The pandemic also accelerated the remote work trend and forced companies of all sizes to embrace a workforce that was not coming into a physical office. This forced many of the tech workforce, founders, and investors to ask why they needed to live in an expensive city with less than ideal quality of life. Technologies have existed to enable work to happen anywhere, but culturally it became much more accepted during the pandemic. The crisis made it not just technically possible, but socially acceptable to do so. And many individuals (and more and more companies) are leaving these traditional hubs and are moving to more affordable, tax friendly, family friendly, comfortable cities. (FastCompany)

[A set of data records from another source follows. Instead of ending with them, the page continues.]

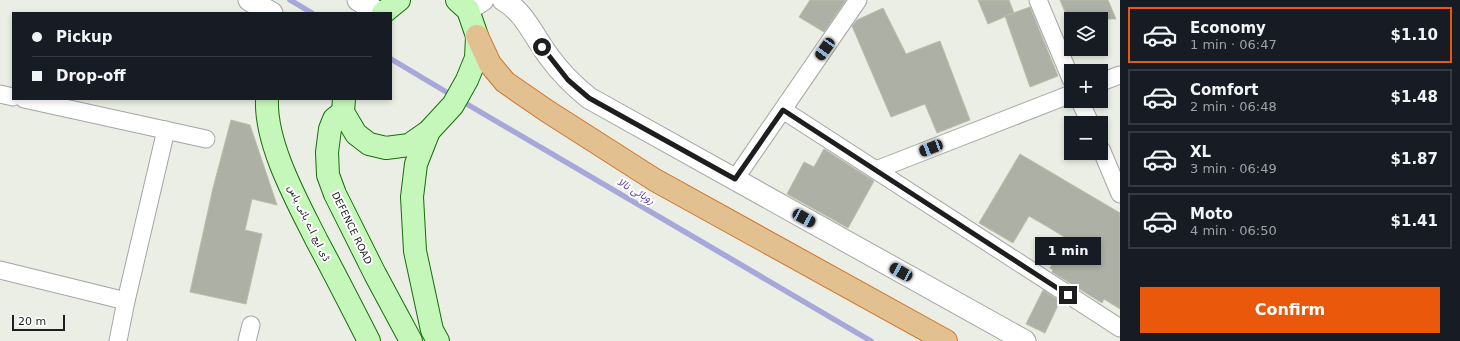 <!DOCTYPE html>
<meta charset="utf-8">
<style>
:root{--surface:#171b24;--page:#20242c;--text:#f1f3f6;--muted:#9ea1a6;--line:#363941;--accent:#ea580c}
body{margin:0;font-family:"DejaVu Sans",Vazirmatn,sans-serif;background:var(--page);color:var(--text);height:100vh;display:flex;flex-direction:column;font-size:15px;white-space:nowrap}
*{box-sizing:border-box;margin:0}
p{font-size:13px;color:var(--muted)}
.icon{flex:none;width:22px;height:22px;fill:none;stroke:currentColor;stroke-width:2;stroke-linecap:round;stroke-linejoin:round}
.map{position:relative;flex:1;overflow:hidden}
.sheet{display:flex;flex-direction:column;background:var(--surface);width:340px}
.sheet>*{flex:none}
.hud{position:absolute;left:12px;top:12px;width:380px;height:88px;border-radius:0px;box-shadow:0 2px 6px #0003;display:grid;align-content:center;height:88px;padding:0 20px;background:var(--surface)}
.buttons{position:absolute;left:1064px;top:12px;display:grid;gap:8px}
.buttons a{display:grid;place-items:center;width:44px;height:44px;border-radius:0px;background:var(--surface);box-shadow:0 2px 6px #0003;font-size:20px}
.scale{position:absolute;left:12px;bottom:10px;width:53px;box-sizing:border-box;padding-left:4px;border:2px solid #1e1e1e;border-top:0;font-size:11px;line-height:14px;white-space:nowrap;color:#1e1e1e;-webkit-text-stroke:3px #fff;paint-order:stroke}
.end{position:absolute;width:18px;height:18px;margin:-9px;border:5px solid #1e1e1e;background:#fff;box-shadow:0 0 0 2px #fff}
.from{border-radius:50%}
.bubble{position:absolute;height:28px;border-radius:0px;background:var(--surface);box-shadow:0 2px 6px #0003;font-size:13px;font-weight:800;line-height:28px;text-align:center}
.car{position:absolute;width:12px;height:24px;margin:-12px -6px;border-radius:5px;box-shadow:0 0 3px 1px #0007;background:linear-gradient(#222 24%,#8ab4d8 0 40%,#222 0 76%,#8ab4d8 0 86%,#222 0)}
.hud b{display:flex;align-items:center;gap:14px;height:38px;font-size:15px}
.hud b+b{border-top:1px solid var(--line)}
.hud i{width:10px;height:10px;background:var(--text)}
ul{padding:7px 0 0;list-style:none}
li{display:flex;align-items:center;gap:12px;height:56px;margin:0 8px 6px;padding:0 12px;border:2px solid var(--line);border-radius:0px}
li div{flex:1}
li b{display:block;font-size:15px}
li em{font-style:normal;font-weight:800}
li.active{border-color:var(--accent)}
li>.icon{width:36px;height:36px;stroke-width:1.5}
.action{display:flex;gap:8px;margin-top:auto;padding:8px 20px}
.action a{flex:1;height:46px;border-radius:0px;background:var(--accent);color:#fff;font-size:16px;font-weight:800;line-height:46px;text-align:center}
main{display:flex;flex:1;min-height:0}
.map>svg:first-child{display:block}
.lines{fill:none;stroke-linecap:round;stroke-linejoin:round}
.stream{stroke:#a7a7da;stroke-width:5.5}
.building{fill:#adb0a4;stroke:#babfa7}
.minor-casing{stroke:#a5a5a5;stroke-width:19}
.tertiary-casing{stroke:#a5a5a5;stroke-width:23}
.secondary-casing{stroke:#166f0a;stroke-width:24}
.motorway-casing{stroke:#d1742d;stroke-width:24}
.minor{stroke:#fff;stroke-width:17}
.tertiary{stroke:#fff;stroke-width:21}
.secondary{stroke:#c5f6ba;stroke-width:22}
.motorway{stroke:#e2c08f;stroke-width:22}
.route{stroke:#1e1e1e;stroke-width:5}
.labels{text-anchor:middle;dominant-baseline:central;stroke-width:4;stroke-linejoin:round;paint-order:stroke}
.street-label{font-size:10px;fill:#1e1e1e;stroke:#fff}
.water-label{font-size:11px;font-style:italic;fill:#684fa9;stroke:#fff}
</style>
<main>
<div class="map">
<svg width="1120" height="341" viewBox="0 0 1120 341">
<rect width="100%" height="100%" fill="#eaeee4"/>
<g class="lines">
<g class="stream">
<polyline points="290,0 312,13"/>
<polyline points="391,59 453,96"/>
<polyline points="460,100 871,341"/>
</g>
</g>
<g class="building">
<polygon points="810,0 846,0 824,32 799,17"/>
<polygon points="978,0 1009,0 1014,13 988,24"/>
<polygon points="1060,0 1108,0 1116,19 1068,19"/>
<polygon points="1030,7 1058,76 1030,87 1005,16"/>
<polygon points="883,8 906,54 940,41 970,120 937,133 925,104 891,117 852,26 857,20"/>
<polygon points="231,120 250,125 277,205 252,199 245,230 262,234 246,304 190,292 213,188"/>
<polygon points="824,149 874,181 848,228 787,194 804,162 814,167"/>
<polygon points="1020,154 1120,213 1120,309 1104,299 1102,303 1052,272 1053,270 1050,268 1066,238 1048,227 1029,216 1013,243 979,223"/>
<polygon points="1043,290 1060,301 1045,333 1026,324"/>
</g>
<g class="lines">
<g class="minor-casing">
<g id="minor">
<polyline points="1038,0 1071,79"/>
<polyline points="1101,82 1120,75"/>
<polyline points="0,94 13,97"/>
<polyline points="24,99 206,139"/>
<polyline points="1080,101 1090,123"/>
<polyline points="783,110 1120,328"/>
<polyline points="1101,149 1120,194"/>
<polyline points="876,170 1071,94"/>
<polyline points="735,179 858,0"/>
<polyline points="0,270 126,301"/>
<polyline points="118,341 126,301 166,130"/>
<polyline points="247,341 251,325"/>
</g>
</g>
<g class="tertiary-casing">
<g id="tertiary">
<polyline points="249,0 272,13"/>
<polyline points="358,0 379,13"/>
<path d="M503,0c22,12 32,39 47,58 11,15 24,28 39,40l436,243"/>
<polyline points="468,10 483,0"/>
</g>
</g>
<g class="secondary-casing">
<g id="secondary">
<polyline points="383,13 399,0"/>
<path d="M267,99c-2,45 30,102 50,142 18,33 35,67 52,100"/>
<polyline points="344,99 343,112 356,134 369,144 386,148 409,145 429,131 453,105 467,80 476,58 477,36 468,10 457,0"/>
<polyline points="343,112 334,119 330,129 327,152 328,175 335,194 375,274 411,341"/>
<polyline points="429,131 416,164 412,197 415,251 432,330 438,341"/>
</g>
</g>
<g class="motorway-casing">
<polyline id="motorway" points="477,36 490,64 505,82 547,111 655,180 946,341"/>
</g>
<use href="#minor" class="minor"/>
<use href="#tertiary" class="tertiary"/>
<use href="#secondary" class="secondary"/>
<use href="#motorway" class="motorway"/>
</g>
<g class="lines">
<polyline class="route" points="542,47 568,80 589,98 735,179 783,110 1068,295"/>
</g>
<g class="labels">
<g class="street-label">
<text transform="translate(309 223) rotate(64)">ڈی ایچ اے بائی پاس</text>
<text transform="translate(352 228) rotate(64)">DEFENCE ROAD</text>
</g>
<g class="water-label">
<text transform="translate(636 191) rotate(30)">روہائی نالا</text>
</g>
</g>
</svg>
<div class="buttons">
<a><svg class="icon" aria-label="layers" viewBox="0 0 24 24"><path d="M12 4l9 5-9 5-9-5zM3 14l9 5 9-5"/></svg></a>
<a>+</a>
<a>−</a>
</div>
<div class="scale">20 m</div>
<i class="end from" style="left:542px;top:47px"></i>
<i class="end" style="left:1068px;top:295px"></i>
<div class="bubble" style="left:1035px;top:237px;width:66px">1 min</div>
<i class="car" style="left:825px;top:49px;rotate:215deg"></i>
<i class="car" style="left:931px;top:148px;rotate:249deg"></i>
<i class="car" style="left:804px;top:218px;rotate:119deg"></i>
<i class="car" style="left:901px;top:272px;rotate:299deg"></i>
<div class="hud">
<b><i class="from"></i>Pickup</b>
<b><i></i>Drop-off</b>
</div>
</div>
<section class="sheet">
<ul>
<li class="active"><svg class="icon" aria-label="car" viewBox="0 0 24 24"><path d="M5 17H2v-5l4-1 3-4h7l3 4 3 1v5h-3M9 17h6M6 11h13"/><circle cx="7" cy="17" r="2"/><circle cx="17" cy="17" r="2"/></svg><div><b>Economy</b><p>1 min · 06:47</p></div><em>$1.10</em></li>
<li><svg class="icon" aria-label="car" viewBox="0 0 24 24"><path d="M5 17H2v-5l4-1 3-4h7l3 4 3 1v5h-3M9 17h6M6 11h13"/><circle cx="7" cy="17" r="2"/><circle cx="17" cy="17" r="2"/></svg><div><b>Comfort</b><p>2 min · 06:48</p></div><em>$1.48</em></li>
<li><svg class="icon" aria-label="car" viewBox="0 0 24 24"><path d="M5 17H2v-5l4-1 3-4h7l3 4 3 1v5h-3M9 17h6M6 11h13"/><circle cx="7" cy="17" r="2"/><circle cx="17" cy="17" r="2"/></svg><div><b>XL</b><p>3 min · 06:49</p></div><em>$1.87</em></li>
<li><svg class="icon" aria-label="car" viewBox="0 0 24 24"><path d="M5 17H2v-5l4-1 3-4h7l3 4 3 1v5h-3M9 17h6M6 11h13"/><circle cx="7" cy="17" r="2"/><circle cx="17" cy="17" r="2"/></svg><div><b>Moto</b><p>4 min · 06:50</p></div><em>$1.41</em></li>
</ul>
<div class="action"><a>Confirm</a></div>
</section>
</main>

*World Property Journal, November 2020


And as an investor, having a team located in Atlanta instead of New York City or San Francisco means that the employees are spending about half on cost of living, meaning our investment goes farther. There are also constraints that are put on companies outside the Bay Area that generate more lean, thoughtful organizations that often have more sound business fundamentals, like a tech team in Mexico or India versus engineering talent from Google or Facebook that is 8x the cost of 1 engineer overseas. A founder of a well known San Francisco-based software company that directly competes with Calendly (an Atlanta-based company actively raising at a $3B valuation) recently told me “we took too much money early on because we thought we had to hire Bay Area engineers. Really what that meant was we needed more and more venture capital to scale. Out here [in Atlanta] there a more scrappy, lean mindset like what Calendly has done to raise minimal capital, yet still build a massive company.”


As a result, formerly secondary tech cities are now on the rise. Atlanta (where our firm is based), is seeing strong growth in tech.


  • Startups started in Atlanta are seeing record valuations (Calendly - raising at $3B, OneTrust - $2.5B valuation, Greenlight - $1B+ valuation, Kabbage - acquired by American Express for $800M)

  • Atlanta is solidifying its specialization across fintech, logistics, retail, payments.

  • There is a growing support network for early stage startups across Georgia Tech’s Advanced Technology & Development Center (ATDC), Atlanta Tech Village, to Techstars in Ponce City Market backed by Cox Enterprises.


As founders and early employees of these mature startups spin off to do their next thing, wealth and the experience of building a hyper growth business will flow back into the ecosystem. We expect more of these exit events to happen in the next 3-4 years enabling the flywheel to continue. These conditions will create more investment opportunities in our backyard.


In conclusion, 2020 was a year filled with great change across civil society, business, and government. For Silicon Road, many of the changes - from pandemic induced pause in funding to emigration from the major startup hubs into new ones - presented opportunity. We look forward to building on our strong positions for 2020 in 2021 and beyond.